- **To do**
Wherever the string "image" shows up in the records below, return that line.

- **Information provided**
##########

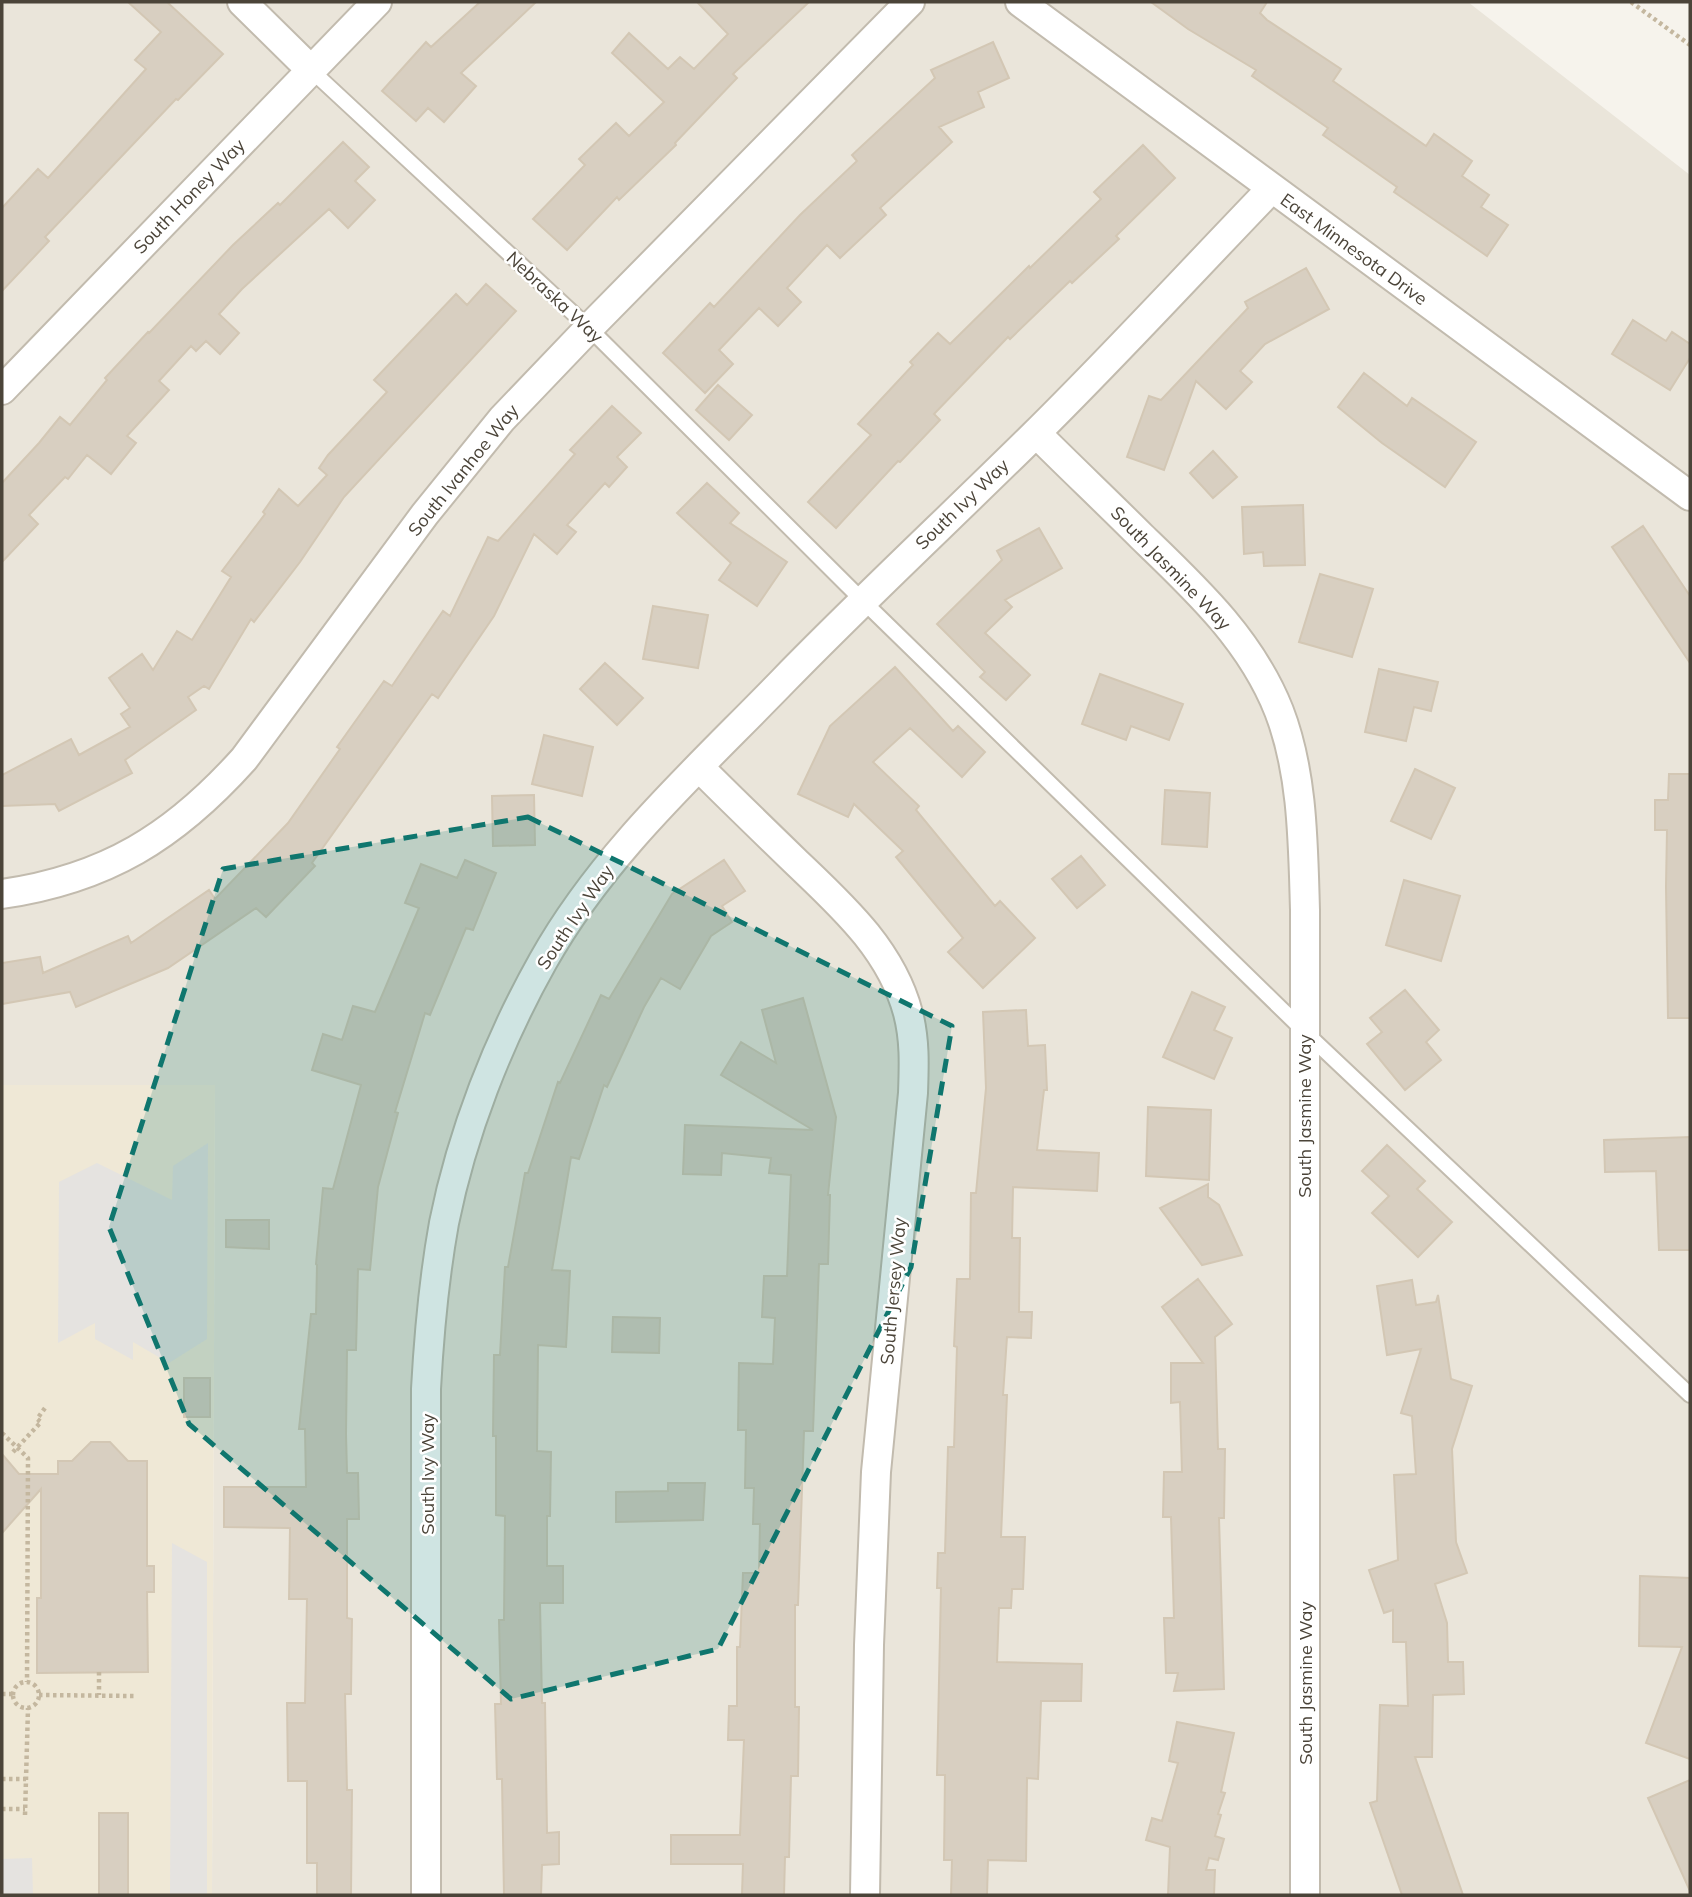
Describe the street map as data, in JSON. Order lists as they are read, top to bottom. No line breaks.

##########

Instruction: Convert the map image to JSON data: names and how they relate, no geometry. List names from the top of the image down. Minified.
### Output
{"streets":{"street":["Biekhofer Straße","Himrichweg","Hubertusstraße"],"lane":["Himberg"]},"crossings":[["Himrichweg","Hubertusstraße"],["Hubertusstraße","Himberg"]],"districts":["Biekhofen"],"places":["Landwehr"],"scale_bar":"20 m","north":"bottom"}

##########

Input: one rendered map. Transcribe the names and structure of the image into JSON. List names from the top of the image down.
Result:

##########

- **Finished task**
Instruction: Convert the map image to JSON data: names and how they relate, no geometry. List names from the top of the image down. Minified.
Input: one rendered map. Transcribe the names and structure of the image into JSON. List names from the top of the image down.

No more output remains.